08 October 2015

Unity, not Uniformity

by Phil Johnson


From 2006 to 2012, PyroManiacs turned out almost-daily updates from the Post-Evangelical wasteland -- usually to the fear and loathing of more-polite and more-irenic bloggers and readers. The results lurk in the archives of this blog in spite of the hope of many that Google will "accidentally" swallow these words and pictures whole.

This feature enters the murky depths of the archives to fish out the classic hits from the golden age of internet drubbings.


The following excerpt was written by Phil back in March 2007. It was the last of a four-part series on unity among believers. Phil pointed out the extent of unity that exists even across modern denominational lines.


As usual, the comments are closed.
Here's a fact many miss: To a very large degree, the unity Christ prayed for does exist among genuine believers, and it is a unity that transcends denominational lines.

All Christians are "in Christ"; therefore they are all one with the Father, and one with each other as well. Notice carefully what Christ says in verses 22-23: "[I pray] that they may be one, just as We are one; I in them and You in Me, that they may be perfected in unity." The basis of that unity is not a denominational affiliation; it is our position in Christ.

Faithful evangelical Protestants believe God is answering that prayer of Christ even now. We enjoy an amazing degree of unity with one another, despite our denominational distinctions. In other words, the kind of spiritual unity Christ prayed for does exist in the true body of Christ worldwide despite denominational barriers. Our Lord's prayer for His church has not gone unanswered.

Christ's true church is not confined to a single congregation, denomination, or earthly organization. The church is composed of all true believers in Christ, regardless of denominational affiliation or membership in any earthly assembly. In the words of the Westminster Confession of Faith, "The catholic or universal church, which is invisible, consists of the whole number of the elect, that have been, are, or shall be gathered into one, under Christ the Head thereof; and is the spouse, the body, the fullness of him that filleth all in all" (25.1). When the Confession speaks of the church as "invisible," it does not mean the church is inconspicuous or utterly hidden from view. It means that its precise boundaries cannot be detected through human perception. There are people who claim to be, and appear to be, part of the body, but they are not. Others, perhaps unknown to us, are true believers and members of the body. The exact boundaries of the true church are not always easy to discern. But nonetheless genuine believers are "all one in Christ Jesus" (Gal. 3:28)—united with Him, and therefore united with one another. "For even as the body is one and yet has many members, and all the members of the body, though they are many, are one body, so also is Christ. For by one Spirit we were all baptized into one body" (1 Cor. 12:12-13).

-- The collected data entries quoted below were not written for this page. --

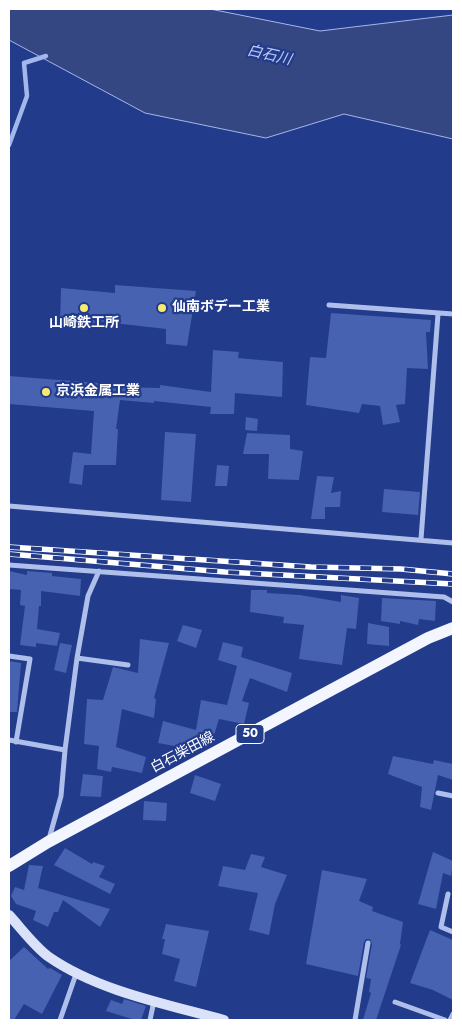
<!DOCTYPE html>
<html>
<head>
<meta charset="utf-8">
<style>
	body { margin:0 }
	#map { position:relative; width:462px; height:1029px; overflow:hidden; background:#223b8b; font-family:Jost,sans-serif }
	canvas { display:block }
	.frame { position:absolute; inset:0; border:10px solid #fff; pointer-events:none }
</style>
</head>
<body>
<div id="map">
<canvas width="462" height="1029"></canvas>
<div class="frame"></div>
</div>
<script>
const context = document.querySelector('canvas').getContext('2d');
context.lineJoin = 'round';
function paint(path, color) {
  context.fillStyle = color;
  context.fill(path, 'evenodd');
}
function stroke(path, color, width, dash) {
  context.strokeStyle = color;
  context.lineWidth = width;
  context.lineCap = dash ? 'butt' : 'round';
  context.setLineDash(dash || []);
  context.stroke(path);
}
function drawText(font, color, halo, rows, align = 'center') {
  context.font = font + ' Jost,"Noto Sans JP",sans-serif';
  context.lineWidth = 4.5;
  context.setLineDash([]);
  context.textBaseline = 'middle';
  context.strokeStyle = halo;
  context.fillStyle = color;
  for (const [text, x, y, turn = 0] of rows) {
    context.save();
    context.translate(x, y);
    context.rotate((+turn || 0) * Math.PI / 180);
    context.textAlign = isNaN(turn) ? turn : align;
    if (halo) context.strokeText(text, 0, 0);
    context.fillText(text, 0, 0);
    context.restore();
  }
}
const water = new Path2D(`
	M9,9H210L320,31L453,15V139L344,114L266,138L145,113L9,40Z`);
paint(water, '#354783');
stroke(water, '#a3b7ec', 1);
stroke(new Path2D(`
	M9,145L27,96L24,63L46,56`), '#a3b7ec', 4.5);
paint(new Path2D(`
	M115,285L196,291L187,346L166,344V329L96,321L95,328L60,325L61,288L115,293Z
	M331,313L431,320L430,332H426L428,369L407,368L405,404L396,405L400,422L383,425L380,406L362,404L359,413L306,405L310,357L326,358Z
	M213,350L239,352L238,358L283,362L282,397L235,393L234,414H210L211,407L154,401V403L120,400L116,429H118L116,465H84L82,485L69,483L73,452L91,454L94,411L9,404V376L123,385V387L160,388V385L211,392Z
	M246,417L258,419L257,431L245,430Z
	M165,432L196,434L191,502L161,500Z
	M247,433L290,435V449L303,451L299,480L268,479L269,454H243Z
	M217,465L229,466L227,486H215Z
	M317,476L334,477L331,493L341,491L340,507H325V519H311Z
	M384,489L420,492L418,515L382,512Z
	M9,571L27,575V571L52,573V576L81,579L80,596L41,591V606H39L37,629L60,633L57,646L36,643V647L20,645L25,606L20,605L21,590L9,589Z
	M251,590H267V593L300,595L341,602V595L359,598L356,629L347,628L342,665L299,659L304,625L283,623L284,617L250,612Z
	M382,598L436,601L435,621L419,619L418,625L400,621V624L381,621Z
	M368,623L389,627V646L367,644Z
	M183,625L202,630L196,648L177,641Z
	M140,639L169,643L154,698L156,699L154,718L122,709L116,747L146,757L142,773L112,767L111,772L97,769L99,746L84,744L87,699L103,700L113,667L138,673Z
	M223,642L243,647L241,657L292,673L287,692L250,678L242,701L249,703L244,724L219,719L211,745L186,740L185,748L158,743L163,721L196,730L201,700L227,705L237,666L218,660Z
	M60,643L72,645L66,673L54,670Z
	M9,661L21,663L17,712H9Z
	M393,756L433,764L434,760L453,764V780L438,775L431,810L420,807L422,787L388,774Z
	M83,774L103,776L101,797L80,796Z
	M195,775L221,784L215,801L190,793Z
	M144,801L167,803L166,821L143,820Z
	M65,848L92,864L93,862L105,866L99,877L115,884L110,894L54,865Z
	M433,852L453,861L451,876L443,873L436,909L418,904Z
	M251,854L265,857L261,867L287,875L275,904L269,935L249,930L258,893L218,886L223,866L245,870Z
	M29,865L43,866L38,888L110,909L100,927L63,900L58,912H54L48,927L33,920L36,911L16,904L11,896L15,887L24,890Z
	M322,870L367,879L359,901L373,907L372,911L403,922L400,944L401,945L376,1020H363L371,993L369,992L371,979L366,978L372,944L370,939H366L364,942L358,976L306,964Z
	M166,924L209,931L196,987L174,981L180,959L162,954L165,939H162Z
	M430,930L453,940V1000L433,990L410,983Z
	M24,947L48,969L50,968L62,975L42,1014L24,1004L14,1020H9V961Z
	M124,999L146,1006L141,1020H135L106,1011L111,1000L122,1004Z`), '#4662b1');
stroke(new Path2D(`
	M329,305L453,314
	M9,506L453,543
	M421,539L438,314
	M9,565L444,597L453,602
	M9,656L30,659L16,742
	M77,658L128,665
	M9,740L65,750
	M438,793L453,796
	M49,839L61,796L65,750L77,658L88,596L99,571
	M448,894L441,927L453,932
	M395,1002L445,1020
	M60,1020L76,974
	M150,1020L154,1001
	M355,1020L368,943
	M450,1020L453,1014`), '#afbfeb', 5);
stroke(new Path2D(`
	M9,915C21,928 35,947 49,957C98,991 166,1004 224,1020`), '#dae2f9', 10);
stroke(new Path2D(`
	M9,866L48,842L428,638L453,628`), '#f3f6fe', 12);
const rail = new Path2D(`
	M9,547L311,567L401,569L453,574
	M9,554L225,572L453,584`);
stroke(rail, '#fff', 5.5);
stroke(rail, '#223b8b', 4, [11]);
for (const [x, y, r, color] of [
	[84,308,5,"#f7ea71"],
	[162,308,5,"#f7ea71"],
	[46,392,5,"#f7ea71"]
]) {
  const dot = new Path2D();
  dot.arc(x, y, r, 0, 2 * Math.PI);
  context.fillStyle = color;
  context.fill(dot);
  stroke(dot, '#223b8b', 2);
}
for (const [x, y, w] of [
	[250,734,28]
]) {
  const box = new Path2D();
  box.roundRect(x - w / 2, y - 9.5, w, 19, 4);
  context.fillStyle = '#223b8b';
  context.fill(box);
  stroke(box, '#fff', 1);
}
drawText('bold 12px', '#fff', null, [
	["50",250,734]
]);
drawText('bold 14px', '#fff', '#223b8b', [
	["仙南ボデー工業",172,308],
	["山崎鉄工所",84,324,"center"],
	["京浜金属工業",56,392]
], 'left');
drawText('14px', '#fff', '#223b8b', [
	["白石柴田線",183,753,-28]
]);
drawText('italic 15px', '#bbc9f2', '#223b8b', [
	["白石川",269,56,13]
]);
</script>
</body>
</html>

During His earthly ministry, Christ told the disciples: "I have other sheep, which are not of this fold; I must bring them also, and they will hear My voice; and they will become one flock with one shepherd" (Jn. 10:16). The "one shepherd" is Christ himself, not an earthly vicar. And the "one flock" is also a spiritual reality even now, with believing Jews and Gentiles united in one new body, and the middle wall of partition between Jew and Gentile having been broken down (Eph. 2:14-16). The perfect manifestation of that unity awaits fulfillment in a future time, when "we all attain to the unity of the faith, and of the knowledge of the Son of God, to a mature man, to the measure of the stature which belongs to the fullness of Christ" (Eph. 4:13). In the meantime, to settle for the superficial unity imposed by a monstrous worldwide ecclesiastical hierarchy would be a serious mistake.

The unity Christ prayed for has always existed in the true body of Christ. It is an organic, not an organizational unity. It is a spiritual, not a corporeal unity. And it is not a unity without diversity. (If He had wanted unity with no diversity, He would not have gifted us with different spiritual gifts.) But the kind of unity Christ prays for is a unity in spite of our great diversity.